**Exercise**
Exactly the lines below from the one with "<strong>Runloop</strong>" up to and including the one with "1040,49 1054,46 Z" make up the answer, with nothing else added.

*** Material to process Section Begins ***

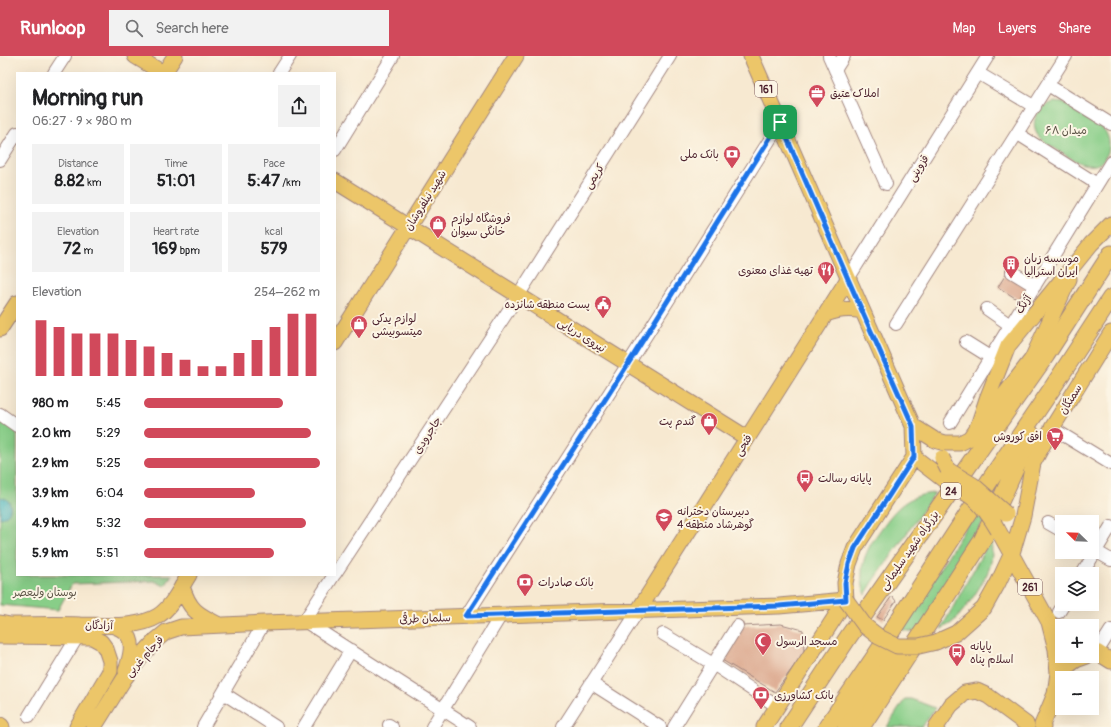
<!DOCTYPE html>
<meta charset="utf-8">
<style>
body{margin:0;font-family:Pangolin,"Playpen Sans Arabic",sans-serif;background:#f2f2f2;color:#202124;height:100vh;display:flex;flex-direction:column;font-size:15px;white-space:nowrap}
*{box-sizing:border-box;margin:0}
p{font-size:13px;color:#757577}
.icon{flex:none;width:22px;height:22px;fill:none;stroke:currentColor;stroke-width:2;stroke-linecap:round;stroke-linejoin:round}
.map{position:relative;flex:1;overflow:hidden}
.panel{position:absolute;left:16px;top:16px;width:320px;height:504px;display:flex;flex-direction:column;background:#fff;border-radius:0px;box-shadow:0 4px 16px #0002}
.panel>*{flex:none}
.needle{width:26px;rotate:293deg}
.fabs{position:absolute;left:1055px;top:459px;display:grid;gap:8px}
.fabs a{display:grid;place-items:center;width:44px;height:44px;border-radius:0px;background:#fff;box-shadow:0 4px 16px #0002;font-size:20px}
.pin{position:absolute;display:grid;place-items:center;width:34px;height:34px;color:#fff;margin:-17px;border-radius:8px;box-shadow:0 2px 6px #0006}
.round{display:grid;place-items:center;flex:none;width:42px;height:42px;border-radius:0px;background:#f2f2f2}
.head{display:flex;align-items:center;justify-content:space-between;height:68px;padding:0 16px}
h1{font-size:22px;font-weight:800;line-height:30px}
.figures{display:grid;grid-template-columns:repeat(3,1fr);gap:6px;height:68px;padding:4px 16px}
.figures div{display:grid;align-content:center;border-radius:0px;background:#f2f2f2;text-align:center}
.figures b{font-size:17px;font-weight:800}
.figures small{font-size:11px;font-weight:400}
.figures p{font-size:11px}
.chart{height:112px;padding:8px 16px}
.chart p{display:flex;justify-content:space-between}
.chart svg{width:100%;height:72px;margin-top:4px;stroke:#d1495b;stroke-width:6}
ul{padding:0 16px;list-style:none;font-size:13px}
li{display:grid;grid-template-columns:64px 48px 1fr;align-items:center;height:30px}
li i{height:10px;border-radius:5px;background:#d1495b}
header{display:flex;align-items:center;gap:24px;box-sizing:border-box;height:56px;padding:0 20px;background:#d1495b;color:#fff}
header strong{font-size:19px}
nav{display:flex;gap:22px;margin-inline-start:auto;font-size:14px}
.search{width:280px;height:36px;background:#f2f2f2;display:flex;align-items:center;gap:10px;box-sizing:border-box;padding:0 14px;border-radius:0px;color:#757577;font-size:15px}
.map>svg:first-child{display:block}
.green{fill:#88ce88;stroke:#69765a}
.water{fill:#47b6be;stroke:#486a74}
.building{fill:#dca88e}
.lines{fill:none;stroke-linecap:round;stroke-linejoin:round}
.minor-casing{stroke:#a0847e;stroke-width:14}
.major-casing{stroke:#a0847e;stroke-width:17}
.highway-casing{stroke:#a0847e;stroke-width:19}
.minor{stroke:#fff;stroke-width:12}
.major{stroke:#ecc669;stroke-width:15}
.highway{stroke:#ecc669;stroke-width:17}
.major-bridge-casing{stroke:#a0847e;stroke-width:17;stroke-linecap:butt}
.major-bridge{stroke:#ecc669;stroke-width:15}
.route-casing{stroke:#fff;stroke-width:8}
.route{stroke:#1a73e8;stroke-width:5}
.labels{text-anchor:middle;stroke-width:4;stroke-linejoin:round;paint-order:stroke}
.shield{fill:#fcf5e5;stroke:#7f5f63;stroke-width:1}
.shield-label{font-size:10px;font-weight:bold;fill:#4a1f2b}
.poi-label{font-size:11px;fill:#4a1f2b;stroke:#fcf5e5;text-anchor:start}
.park-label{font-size:11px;fill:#5d5447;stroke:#fcf5e5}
.street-label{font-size:11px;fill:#4a1f2b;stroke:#fcf5e5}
</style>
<header>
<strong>Runloop</strong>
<div class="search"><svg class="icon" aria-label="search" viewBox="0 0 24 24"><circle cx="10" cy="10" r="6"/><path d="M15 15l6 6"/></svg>Search here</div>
<nav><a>Map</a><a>Layers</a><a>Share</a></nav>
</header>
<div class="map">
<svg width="1111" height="671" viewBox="0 0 1111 671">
<rect width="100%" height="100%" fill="#fcf5e5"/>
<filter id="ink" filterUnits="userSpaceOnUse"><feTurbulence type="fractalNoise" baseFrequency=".025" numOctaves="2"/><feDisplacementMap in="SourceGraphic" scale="8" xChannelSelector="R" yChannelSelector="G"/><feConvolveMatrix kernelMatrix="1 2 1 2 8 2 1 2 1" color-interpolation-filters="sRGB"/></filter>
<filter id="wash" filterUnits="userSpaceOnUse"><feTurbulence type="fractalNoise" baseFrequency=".012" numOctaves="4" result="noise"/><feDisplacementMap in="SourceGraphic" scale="16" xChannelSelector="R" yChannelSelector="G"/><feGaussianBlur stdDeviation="0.9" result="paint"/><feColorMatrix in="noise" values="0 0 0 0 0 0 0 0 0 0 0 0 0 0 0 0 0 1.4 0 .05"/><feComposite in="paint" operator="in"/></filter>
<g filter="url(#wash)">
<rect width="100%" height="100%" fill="#f7e9d1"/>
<path class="green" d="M 1054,46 L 1064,47 L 1102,71 C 1108,78 1111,86 1108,96 C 1098,122 1074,104 1059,95 C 1052,90 1042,86 1037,78 C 1029,64 1040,49 1054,46 Z
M 0,363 L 17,374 L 17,519 L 172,519 L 165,530 L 154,525 L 72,528 L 58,554 L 0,549 Z
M 935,437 L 873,526 L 865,539 C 857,512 865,495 881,473 C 896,452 907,439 935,437 Z
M 975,456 L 982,462 L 983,466 L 922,577 L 902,574 Z
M 991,482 C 992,493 993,503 989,513 C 984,527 965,554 954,565 C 951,568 946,570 941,573 Z
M 905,643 L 911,643 L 935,652 L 922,671 L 887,671 Z"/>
<path class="water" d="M 0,441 C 14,442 14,460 0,462 Z"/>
<g id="blocks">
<path class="building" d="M 1008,215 L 1030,230 L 1020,245 L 998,231 Z
M 892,540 L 896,545 L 883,564 L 877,561 Z
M 781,568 L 803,574 L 804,596 L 775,636 L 722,604 L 743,570 Z"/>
</g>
</g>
<g filter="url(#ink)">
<use href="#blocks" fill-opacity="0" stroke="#a0847e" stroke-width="1"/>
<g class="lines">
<defs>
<path id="minor" d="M 829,0 L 886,128
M 835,14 L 844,0
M 54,17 L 65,0
M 279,17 L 290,0
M 978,17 L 1035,51
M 1048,29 L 1111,68
M 1018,78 L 1097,128
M 335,94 L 393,0
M 0,104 L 17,77
M 1012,216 L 1035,230
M 848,223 L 988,0
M 987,253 L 1010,269
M 896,268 L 1066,0
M 966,286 L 990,301
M 0,358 L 17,370
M 950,367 L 1111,106
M 1052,372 L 1111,408
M 1048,467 L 1062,475
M 1092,493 L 1111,504
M 335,518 L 518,240 L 670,0
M 1082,518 L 1111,470
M 1059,556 L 1064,548
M 466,560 L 628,308 L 781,66
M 306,566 L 470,671
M 303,567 L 334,519
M 663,578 L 713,608 L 778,651
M 1097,596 L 1111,574
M 591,627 L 660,671
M 223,637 L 276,671
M 29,660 L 78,580
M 389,669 L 392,671
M 203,671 L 264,567
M 304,671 L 351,594
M 432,671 L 501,559
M 563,671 L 638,555
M 674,671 L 737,570"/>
<path id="major" d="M 135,0 L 163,17
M 751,0 L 913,370 L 914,401
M 164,17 L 175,0
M 335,125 L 747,382
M 826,258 C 838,253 849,252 862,255
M 0,273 L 17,247
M 335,287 L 516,0
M 983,366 L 988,360 L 1032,303 L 1069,223
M 913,370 L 935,384 L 945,387 L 960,387 L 970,382 L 978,370 L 987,343 L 1008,290 L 1091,188 L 1111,168
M 914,401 L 944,424
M 998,474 L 1049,566 L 1056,593 L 1058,617 L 1055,638 L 1042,669 L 1043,671
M 182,530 C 189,554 197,558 219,569
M 846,544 L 845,527 L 849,508 L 855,492 L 914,401
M 638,555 L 848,223
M 0,567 L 10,569 C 33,569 56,568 80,569 C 103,569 137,573 158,560 C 172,551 180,533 189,519
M 114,570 C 117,571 122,573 125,576 C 136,585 130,603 126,615
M 0,580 L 92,581 L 101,586 L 106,593 L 110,605 L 110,615 L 77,671
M 936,586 L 956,577 L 984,552 L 998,527 L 1012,497 L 1023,460 L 1033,407 L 1052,372 L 1111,277
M 1092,593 L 1111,605
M 1058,617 L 1076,604 L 1087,600
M 94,671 L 124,623 L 145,596 L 155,585 L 166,576 L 181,571 L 264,567 L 779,550 L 846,544
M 764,671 L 846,544
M 845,671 L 897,590
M 936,671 L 951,649 L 965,637 L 977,635 L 988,640 L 1026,668 L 1027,671"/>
<path id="highway" d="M 0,670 L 1,671
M 789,671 L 849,580 L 1046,299 L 1111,198
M 827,671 L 876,599 L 990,424 L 1051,334 L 1111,242
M 861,671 L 982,485 L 1031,378"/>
</defs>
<use href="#minor" class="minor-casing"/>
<use href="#major" class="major-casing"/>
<use href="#highway" class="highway-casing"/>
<use href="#minor" class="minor"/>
<use href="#major" class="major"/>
<use href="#highway" class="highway"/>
<defs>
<path id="major-bridge" d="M 942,402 L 948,414 L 973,429 L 1006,458
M 944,424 C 953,431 964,435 973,442 C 984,451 991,462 998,474
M 846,544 L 865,570 L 879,581 L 897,590 L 919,590 L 936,586"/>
</defs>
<use href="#major-bridge" class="major-bridge-casing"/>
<use href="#major-bridge" class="major-bridge"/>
</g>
</g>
<g class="lines" filter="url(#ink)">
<defs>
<path id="route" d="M 780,66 L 848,223 L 913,370 L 914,401 L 855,492 L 849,508 L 845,527 L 846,544 L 779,550 L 466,560 L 628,308 Z"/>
</defs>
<use href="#route" class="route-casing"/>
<use href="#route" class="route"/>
</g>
<defs>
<symbol id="office-pin" viewBox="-11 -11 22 30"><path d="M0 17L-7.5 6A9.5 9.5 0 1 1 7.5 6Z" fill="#d1495b" stroke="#fcf5e5"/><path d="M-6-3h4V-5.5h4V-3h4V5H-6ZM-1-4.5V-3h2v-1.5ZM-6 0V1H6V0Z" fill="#fff"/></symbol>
<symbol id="bank-pin" viewBox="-11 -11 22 30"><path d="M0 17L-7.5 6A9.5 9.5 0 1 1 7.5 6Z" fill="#d1495b" stroke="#fcf5e5"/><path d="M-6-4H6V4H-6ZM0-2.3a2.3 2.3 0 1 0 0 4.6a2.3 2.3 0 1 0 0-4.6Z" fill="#fff"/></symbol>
<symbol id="shop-pin" viewBox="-11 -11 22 30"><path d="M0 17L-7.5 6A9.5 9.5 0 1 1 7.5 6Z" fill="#d1495b" stroke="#fcf5e5"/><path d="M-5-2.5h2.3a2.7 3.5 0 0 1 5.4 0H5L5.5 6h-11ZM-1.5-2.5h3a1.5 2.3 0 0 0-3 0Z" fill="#fff"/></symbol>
<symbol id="building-pin" viewBox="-11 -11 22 30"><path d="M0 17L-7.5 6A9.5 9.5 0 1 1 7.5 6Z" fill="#d1495b" stroke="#fcf5e5"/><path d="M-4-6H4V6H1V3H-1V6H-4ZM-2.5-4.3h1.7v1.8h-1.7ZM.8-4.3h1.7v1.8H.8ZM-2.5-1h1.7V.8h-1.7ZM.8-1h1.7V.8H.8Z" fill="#fff"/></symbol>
<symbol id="restaurant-pin" viewBox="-11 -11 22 30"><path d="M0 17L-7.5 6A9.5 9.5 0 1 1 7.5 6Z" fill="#d1495b" stroke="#fcf5e5"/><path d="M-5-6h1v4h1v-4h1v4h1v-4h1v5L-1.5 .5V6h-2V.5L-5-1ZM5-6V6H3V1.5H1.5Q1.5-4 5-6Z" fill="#fff"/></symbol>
<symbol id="civic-pin" viewBox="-11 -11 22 30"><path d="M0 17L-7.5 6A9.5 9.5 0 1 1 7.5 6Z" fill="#d1495b" stroke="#fcf5e5"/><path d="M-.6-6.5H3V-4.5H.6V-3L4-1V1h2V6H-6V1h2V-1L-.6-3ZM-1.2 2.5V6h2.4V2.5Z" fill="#fff"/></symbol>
<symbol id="supermarket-pin" viewBox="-11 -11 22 30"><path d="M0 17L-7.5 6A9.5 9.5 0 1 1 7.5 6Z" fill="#d1495b" stroke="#fcf5e5"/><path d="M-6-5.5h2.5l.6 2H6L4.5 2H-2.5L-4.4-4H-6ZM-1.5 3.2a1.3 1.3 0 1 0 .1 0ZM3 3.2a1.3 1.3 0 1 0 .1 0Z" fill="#fff"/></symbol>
<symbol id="bus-pin" viewBox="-11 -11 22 30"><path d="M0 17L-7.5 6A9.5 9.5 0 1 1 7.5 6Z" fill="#d1495b" stroke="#fcf5e5"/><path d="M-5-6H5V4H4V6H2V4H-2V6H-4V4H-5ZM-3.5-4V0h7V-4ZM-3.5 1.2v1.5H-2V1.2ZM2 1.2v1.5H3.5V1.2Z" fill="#fff"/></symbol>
<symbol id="school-pin" viewBox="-11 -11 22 30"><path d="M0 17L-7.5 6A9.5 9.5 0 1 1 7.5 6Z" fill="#d1495b" stroke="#fcf5e5"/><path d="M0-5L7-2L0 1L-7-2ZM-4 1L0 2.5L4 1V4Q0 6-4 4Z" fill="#fff"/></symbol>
<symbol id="mosque-pin" viewBox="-11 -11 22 30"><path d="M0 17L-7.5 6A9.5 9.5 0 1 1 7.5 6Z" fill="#d1495b" stroke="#fcf5e5"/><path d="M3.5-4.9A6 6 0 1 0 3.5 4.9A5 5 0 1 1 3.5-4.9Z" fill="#fff"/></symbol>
</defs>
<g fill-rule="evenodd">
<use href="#office-pin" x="807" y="27" width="20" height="27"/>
<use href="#bank-pin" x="722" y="88" width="20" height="27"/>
<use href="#shop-pin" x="428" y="158" width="20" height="27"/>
<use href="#building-pin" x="1001" y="198" width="20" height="27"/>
<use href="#restaurant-pin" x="816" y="204" width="20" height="27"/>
<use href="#civic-pin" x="593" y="238" width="20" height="27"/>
<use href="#shop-pin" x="349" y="258" width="20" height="27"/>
<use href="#shop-pin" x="699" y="355" width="20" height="27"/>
<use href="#supermarket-pin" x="1045" y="370" width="20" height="27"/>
<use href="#bus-pin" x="795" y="412" width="20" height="27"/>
<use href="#school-pin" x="654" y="451" width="20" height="27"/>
<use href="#bank-pin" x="515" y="516" width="20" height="27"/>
<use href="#mosque-pin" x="753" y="575" width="20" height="27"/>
<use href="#bus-pin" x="947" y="586" width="20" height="27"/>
<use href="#bank-pin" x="751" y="629" width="20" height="27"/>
</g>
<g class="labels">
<g class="shield">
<rect x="755" y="25" width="22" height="16" rx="3"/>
<rect x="941" y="427" width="20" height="16" rx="3"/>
<rect x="1018" y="523" width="24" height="16" rx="3"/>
</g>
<g class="shield-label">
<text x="766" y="37">161</text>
<text x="951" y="439">24</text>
<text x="1030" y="535">261</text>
</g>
<g class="poi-label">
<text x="830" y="41">املاک عتیق</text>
<text x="719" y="102" text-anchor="end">بانک ملی</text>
<text x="451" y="166">فروشگاه لوازم<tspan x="451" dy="13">خانگی سیوان</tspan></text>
<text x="1024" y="206">موسسه زبان<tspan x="1024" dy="13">ایران استرالیا</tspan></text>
<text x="813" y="218" text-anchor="end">تهیه غذای معنوی</text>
<text x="590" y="252" text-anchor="end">پست منطقه شانزده</text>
<text x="372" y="266">لوازم یدکی<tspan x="372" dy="13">میتسوبیشی</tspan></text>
<text x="696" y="369" text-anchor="end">گندم پت</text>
<text x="1042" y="384" text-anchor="end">افق کوروش</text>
<text x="818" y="426">پایانه رسالت</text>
<text x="677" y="459">دبیرستان دخترانه<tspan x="677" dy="13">گوهرشاد منطقه 4</tspan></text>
<text x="538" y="530">بانک صادرات</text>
<text x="776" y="589">مسجد الرسول</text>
<text x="970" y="594">پایانه<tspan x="970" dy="13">اسلام پناه</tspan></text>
<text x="774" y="643">بانک کشاورزی</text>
</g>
<g class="park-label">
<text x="1066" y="78">میدان ۶۸</text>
<text x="45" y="540">بوستان ولیعصر</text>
</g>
<g class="street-label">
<text transform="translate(918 112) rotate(-58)" y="4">قزوینی</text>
<text transform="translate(594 120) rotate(-58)" y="4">کریمی</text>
<text transform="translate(425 144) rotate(-58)" y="4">شهید نیلفروشان</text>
<text transform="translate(1023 248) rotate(-58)" y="4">آژنگ</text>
<text transform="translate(582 279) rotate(32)" y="4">نیروی دریایی</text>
<text transform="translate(1070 343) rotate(-58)" y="4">سمنگان</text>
<text transform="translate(427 379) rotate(-57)" y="4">جاجرودی</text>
<text transform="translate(743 389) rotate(-58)" y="4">فتحی</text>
<text transform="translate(909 494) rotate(-55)" y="4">بزرگراه شهید سلیمانی</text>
<text transform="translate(425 562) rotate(-2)" y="4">سلمان طرقی</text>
<text transform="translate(99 569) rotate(1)" y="4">آزادگان</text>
<text transform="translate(144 600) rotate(-48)" y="4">فرجام غربی</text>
</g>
</g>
</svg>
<div class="fabs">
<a><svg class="needle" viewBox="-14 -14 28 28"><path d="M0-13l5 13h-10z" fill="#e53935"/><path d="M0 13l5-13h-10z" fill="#757577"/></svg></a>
<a><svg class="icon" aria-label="layers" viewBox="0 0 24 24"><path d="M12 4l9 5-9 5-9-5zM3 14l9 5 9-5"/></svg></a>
<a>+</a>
<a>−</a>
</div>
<div class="pin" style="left:780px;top:66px;background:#1e9e55"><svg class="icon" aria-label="arrive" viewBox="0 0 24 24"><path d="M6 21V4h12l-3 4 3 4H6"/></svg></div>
<section class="panel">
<div class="head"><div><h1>Morning run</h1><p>06:27 · 9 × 980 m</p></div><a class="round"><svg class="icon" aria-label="share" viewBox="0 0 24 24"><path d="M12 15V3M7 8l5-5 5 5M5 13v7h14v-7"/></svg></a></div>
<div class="figures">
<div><p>Distance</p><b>8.82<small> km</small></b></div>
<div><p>Time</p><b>51:01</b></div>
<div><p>Pace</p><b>5:47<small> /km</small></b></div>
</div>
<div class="figures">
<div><p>Elevation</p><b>72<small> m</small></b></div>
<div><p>Heart rate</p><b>169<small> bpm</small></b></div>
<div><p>kcal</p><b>579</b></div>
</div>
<div class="chart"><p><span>Elevation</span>254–262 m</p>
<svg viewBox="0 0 160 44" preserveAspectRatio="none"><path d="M5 44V10M15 44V14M25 44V18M35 44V18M45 44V18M55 44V22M65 44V26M75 44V30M85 44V34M95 44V38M105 44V38M115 44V30M125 44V22M135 44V14M145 44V6M155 44V6"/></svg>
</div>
<ul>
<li><b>980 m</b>5:45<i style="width:79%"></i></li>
<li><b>2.0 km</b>5:29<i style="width:95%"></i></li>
<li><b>2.9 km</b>5:25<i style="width:100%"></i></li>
<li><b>3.9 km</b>6:04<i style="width:63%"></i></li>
<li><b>4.9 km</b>5:32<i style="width:92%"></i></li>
<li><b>5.9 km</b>5:51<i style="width:74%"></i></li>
</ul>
</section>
</div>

*** Material to process Section Ends ***

**Exercise solution**
<strong>Runloop</strong>
<div class="search"><svg class="icon" aria-label="search" viewBox="0 0 24 24"><circle cx="10" cy="10" r="6"/><path d="M15 15l6 6"/></svg>Search here</div>
<nav><a>Map</a><a>Layers</a><a>Share</a></nav>
</header>
<div class="map">
<svg width="1111" height="671" viewBox="0 0 1111 671">
<rect width="100%" height="100%" fill="#fcf5e5"/>
<filter id="ink" filterUnits="userSpaceOnUse"><feTurbulence type="fractalNoise" baseFrequency=".025" numOctaves="2"/><feDisplacementMap in="SourceGraphic" scale="8" xChannelSelector="R" yChannelSelector="G"/><feConvolveMatrix kernelMatrix="1 2 1 2 8 2 1 2 1" color-interpolation-filters="sRGB"/></filter>
<filter id="wash" filterUnits="userSpaceOnUse"><feTurbulence type="fractalNoise" baseFrequency=".012" numOctaves="4" result="noise"/><feDisplacementMap in="SourceGraphic" scale="16" xChannelSelector="R" yChannelSelector="G"/><feGaussianBlur stdDeviation="0.9" result="paint"/><feColorMatrix in="noise" values="0 0 0 0 0 0 0 0 0 0 0 0 0 0 0 0 0 1.4 0 .05"/><feComposite in="paint" operator="in"/></filter>
<g filter="url(#wash)">
<rect width="100%" height="100%" fill="#f7e9d1"/>
<path class="green" d="M 1054,46 L 1064,47 L 1102,71 C 1108,78 1111,86 1108,96 C 1098,122 1074,104 1059,95 C 1052,90 1042,86 1037,78 C 1029,64 1040,49 1054,46 Z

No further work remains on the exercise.